Work to be completed
What lines below include the word "list"? Copy each one.

Data records
===

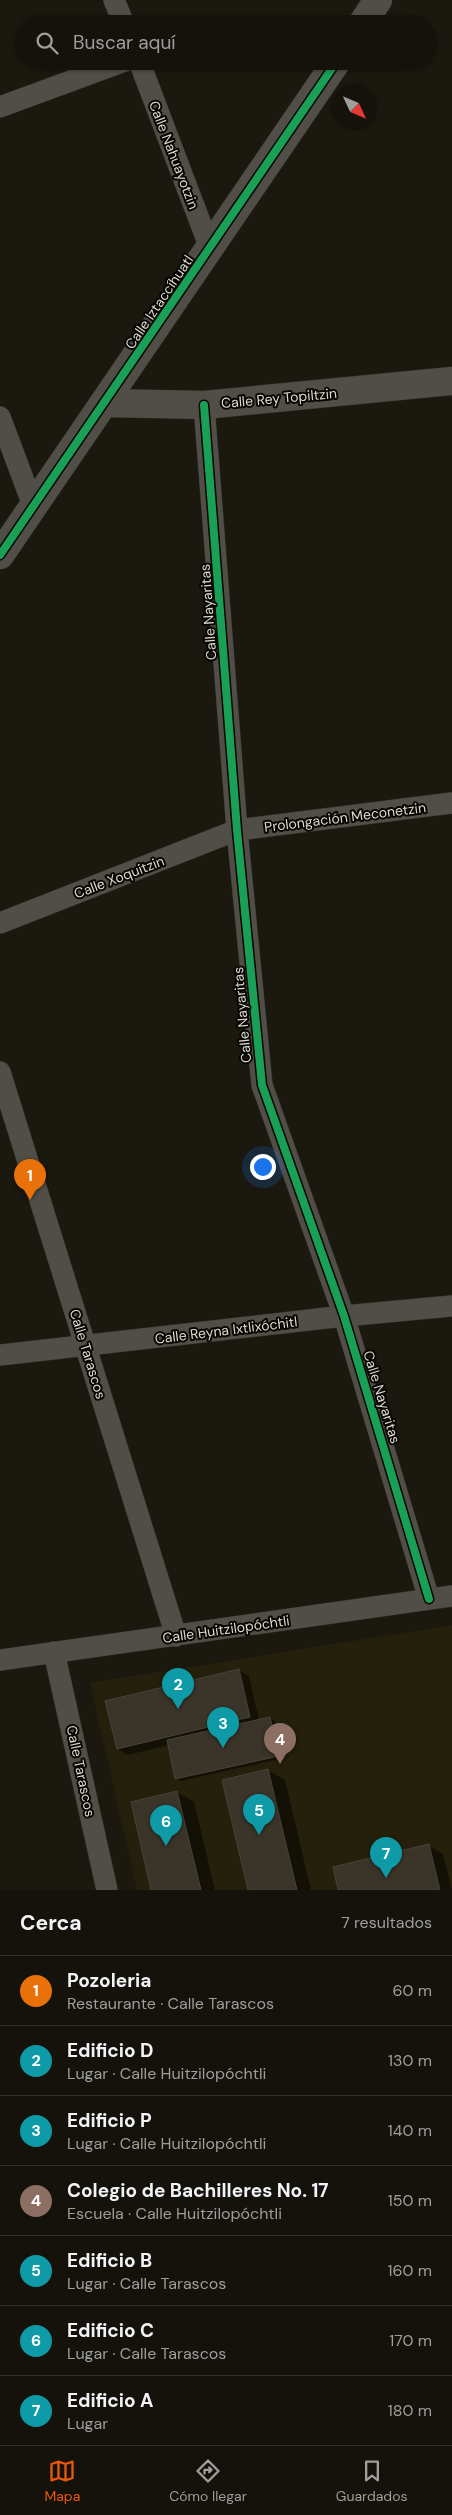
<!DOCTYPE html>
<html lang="es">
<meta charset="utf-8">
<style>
body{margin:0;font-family:"DM Sans",sans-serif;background:#212019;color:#f1f3f6}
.compass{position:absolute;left:332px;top:85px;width:45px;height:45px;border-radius:50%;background:#14120b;box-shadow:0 1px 4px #0004;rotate:134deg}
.you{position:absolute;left:262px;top:1166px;width:18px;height:18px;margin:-12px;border:4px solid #fff;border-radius:50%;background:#1a73e8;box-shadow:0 0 0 8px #1a73e833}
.badge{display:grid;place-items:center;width:32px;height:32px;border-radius:50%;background:#ea580c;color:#fff;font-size:16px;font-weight:700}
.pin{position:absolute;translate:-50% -41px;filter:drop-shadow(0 1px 2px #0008)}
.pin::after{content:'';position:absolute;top:26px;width:18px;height:15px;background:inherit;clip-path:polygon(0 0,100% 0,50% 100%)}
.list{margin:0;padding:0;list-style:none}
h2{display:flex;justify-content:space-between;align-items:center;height:65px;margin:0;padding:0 20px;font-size:21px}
h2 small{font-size:16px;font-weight:400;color:#9d9e9d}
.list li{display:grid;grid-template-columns:32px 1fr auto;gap:15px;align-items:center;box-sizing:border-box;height:70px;padding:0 20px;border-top:1px solid #33322c}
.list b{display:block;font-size:19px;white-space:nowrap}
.list p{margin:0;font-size:16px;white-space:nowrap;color:#9d9e9d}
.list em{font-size:16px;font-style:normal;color:#9d9e9d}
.icon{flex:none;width:28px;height:28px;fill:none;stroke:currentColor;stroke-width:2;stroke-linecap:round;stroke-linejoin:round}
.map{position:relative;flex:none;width:452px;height:1890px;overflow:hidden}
.search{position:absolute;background:#14120b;box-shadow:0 1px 4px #0004;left:15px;right:15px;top:15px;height:55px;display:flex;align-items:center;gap:12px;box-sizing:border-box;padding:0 18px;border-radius:28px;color:#9d9e9d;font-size:19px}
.sheet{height:555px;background:#14120b}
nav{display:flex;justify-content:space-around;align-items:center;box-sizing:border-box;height:70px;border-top:1px solid #33322c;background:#14120b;font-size:14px;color:#9d9e9d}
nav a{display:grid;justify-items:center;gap:2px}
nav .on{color:#ea580c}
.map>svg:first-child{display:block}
</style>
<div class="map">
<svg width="452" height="1890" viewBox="0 0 452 1890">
<rect width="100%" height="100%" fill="#1a180f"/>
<path fill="#25200b" d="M452,1625V1890H137L90,1683Z"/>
<path fill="#0007" d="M238,1670L249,1676L259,1720L270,1718L275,1721L284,1758L181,1781L176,1778L169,1745L128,1755L118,1749Z
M268,1770L285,1780L311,1890H250Z
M177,1792L194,1802L215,1890H152Z
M429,1846L443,1854L452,1890H339Z"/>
<path fill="#3b3529" stroke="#46433c" d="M239,1669L250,1717L117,1749L105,1701Z
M270,1717L279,1756L175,1779L167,1740Z
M268,1769L297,1890H248L222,1780Z
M177,1791L201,1890H151L131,1802Z
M429,1844L440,1890H338L333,1867Z"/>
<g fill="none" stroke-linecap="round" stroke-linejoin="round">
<g stroke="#34332c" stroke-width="22">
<path id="street" d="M114,0L124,24
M139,61L210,248
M0,107L125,61
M204,405L237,830L262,1085L344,1316L429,1599
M0,417L34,508
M0,923L237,830L452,803
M0,1072L176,1636
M0,1355L344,1316L452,1306
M54,1652L107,1890
M0,1660L452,1596"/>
</g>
<g stroke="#34332c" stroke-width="29">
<path id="secondary" d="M362,24L378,0
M106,403L204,405L452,381
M0,555L337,61"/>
</g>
<use href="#street" stroke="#504e47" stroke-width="21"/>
<use href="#secondary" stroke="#504e47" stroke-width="28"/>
<g stroke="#070602" stroke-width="11">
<path id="cycleway" d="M204,405L237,830L262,1085L344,1316L429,1599
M0,555L337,61"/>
</g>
<use href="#cycleway" stroke="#1a9f57" stroke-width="8"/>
</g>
<g text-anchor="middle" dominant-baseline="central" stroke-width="4" stroke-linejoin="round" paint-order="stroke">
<g font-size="14" fill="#dcd9cf" stroke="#070602">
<text transform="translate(174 155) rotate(69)">Calle Nahuayotzin</text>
<text transform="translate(159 302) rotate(-56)">Calle Iztaccíhuatl</text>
<text transform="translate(279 398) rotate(-5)">Calle Rey Topiltzin</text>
<text transform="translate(208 612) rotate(-94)">Calle Nayaritas</text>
<text transform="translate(345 817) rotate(-7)">Prolongación Meconetzin</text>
<text transform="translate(119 877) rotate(-21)">Calle Xoquitzin</text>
<text transform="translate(242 1015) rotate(-95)">Calle Nayaritas</text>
<text transform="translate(226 1330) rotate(-7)">Calle Reyna Ixtlixóchitl</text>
<text transform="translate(88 1354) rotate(73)">Calle Tarascos</text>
<text transform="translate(382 1397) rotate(73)">Calle Nayaritas</text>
<text transform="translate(226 1629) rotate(-8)">Calle Huitzilopóchtli</text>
<text transform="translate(81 1771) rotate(78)">Calle Tarascos</text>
</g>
</g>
</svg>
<svg class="compass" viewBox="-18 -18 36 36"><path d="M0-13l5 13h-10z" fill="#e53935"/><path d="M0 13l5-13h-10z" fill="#9d9e9d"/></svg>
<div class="you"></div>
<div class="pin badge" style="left:30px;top:1200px;background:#e8710a">1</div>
<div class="pin badge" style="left:178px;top:1709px;background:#0f9aa8">2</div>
<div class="pin badge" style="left:223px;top:1748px;background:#0f9aa8">3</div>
<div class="pin badge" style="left:280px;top:1764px;background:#8d6e63">4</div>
<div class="pin badge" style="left:259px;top:1835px;background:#0f9aa8">5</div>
<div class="pin badge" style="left:166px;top:1846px;background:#0f9aa8">6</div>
<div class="pin badge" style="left:386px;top:1878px;background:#0f9aa8">7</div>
<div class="search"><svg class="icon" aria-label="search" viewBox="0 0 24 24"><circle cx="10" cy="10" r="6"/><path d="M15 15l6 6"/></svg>Buscar aquí</div>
</div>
<section class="sheet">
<h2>Cerca<small>7 resultados</small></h2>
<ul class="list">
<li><span class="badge" style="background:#e8710a">1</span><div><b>Pozoleria</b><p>Restaurante · Calle Tarascos</p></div><em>60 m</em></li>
<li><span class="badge" style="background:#0f9aa8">2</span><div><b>Edificio D</b><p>Lugar · Calle Huitzilopóchtli</p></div><em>130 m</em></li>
<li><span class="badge" style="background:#0f9aa8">3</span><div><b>Edificio P</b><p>Lugar · Calle Huitzilopóchtli</p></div><em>140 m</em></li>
<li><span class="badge" style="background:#8d6e63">4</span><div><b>Colegio de Bachilleres No. 17</b><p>Escuela · Calle Huitzilopóchtli</p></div><em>150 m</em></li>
<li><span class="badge" style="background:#0f9aa8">5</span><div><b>Edificio B</b><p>Lugar · Calle Tarascos</p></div><em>160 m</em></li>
<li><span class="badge" style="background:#0f9aa8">6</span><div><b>Edificio C</b><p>Lugar · Calle Tarascos</p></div><em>170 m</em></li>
<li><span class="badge" style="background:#0f9aa8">7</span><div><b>Edificio A</b><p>Lugar</p></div><em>180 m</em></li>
</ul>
</section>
<nav>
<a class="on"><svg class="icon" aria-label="map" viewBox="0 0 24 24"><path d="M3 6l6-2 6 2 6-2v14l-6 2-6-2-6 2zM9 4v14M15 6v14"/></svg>Mapa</a>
<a><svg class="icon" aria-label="directions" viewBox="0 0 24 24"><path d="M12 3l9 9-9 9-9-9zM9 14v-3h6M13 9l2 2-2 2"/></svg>Cómo llegar</a>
<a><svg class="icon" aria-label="saved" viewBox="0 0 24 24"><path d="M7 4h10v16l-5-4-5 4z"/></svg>Guardados</a>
</nav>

===

Output for this task
.list{margin:0;padding:0;list-style:none}
.list li{display:grid;grid-template-columns:32px 1fr auto;gap:15px;align-items:center;box-sizing:border-box;height:70px;padding:0 20px;border-top:1px solid #33322c}
.list b{display:block;font-size:19px;white-space:nowrap}
.list p{margin:0;font-size:16px;white-space:nowrap;color:#9d9e9d}
.list em{font-size:16px;font-style:normal;color:#9d9e9d}
<ul class="list">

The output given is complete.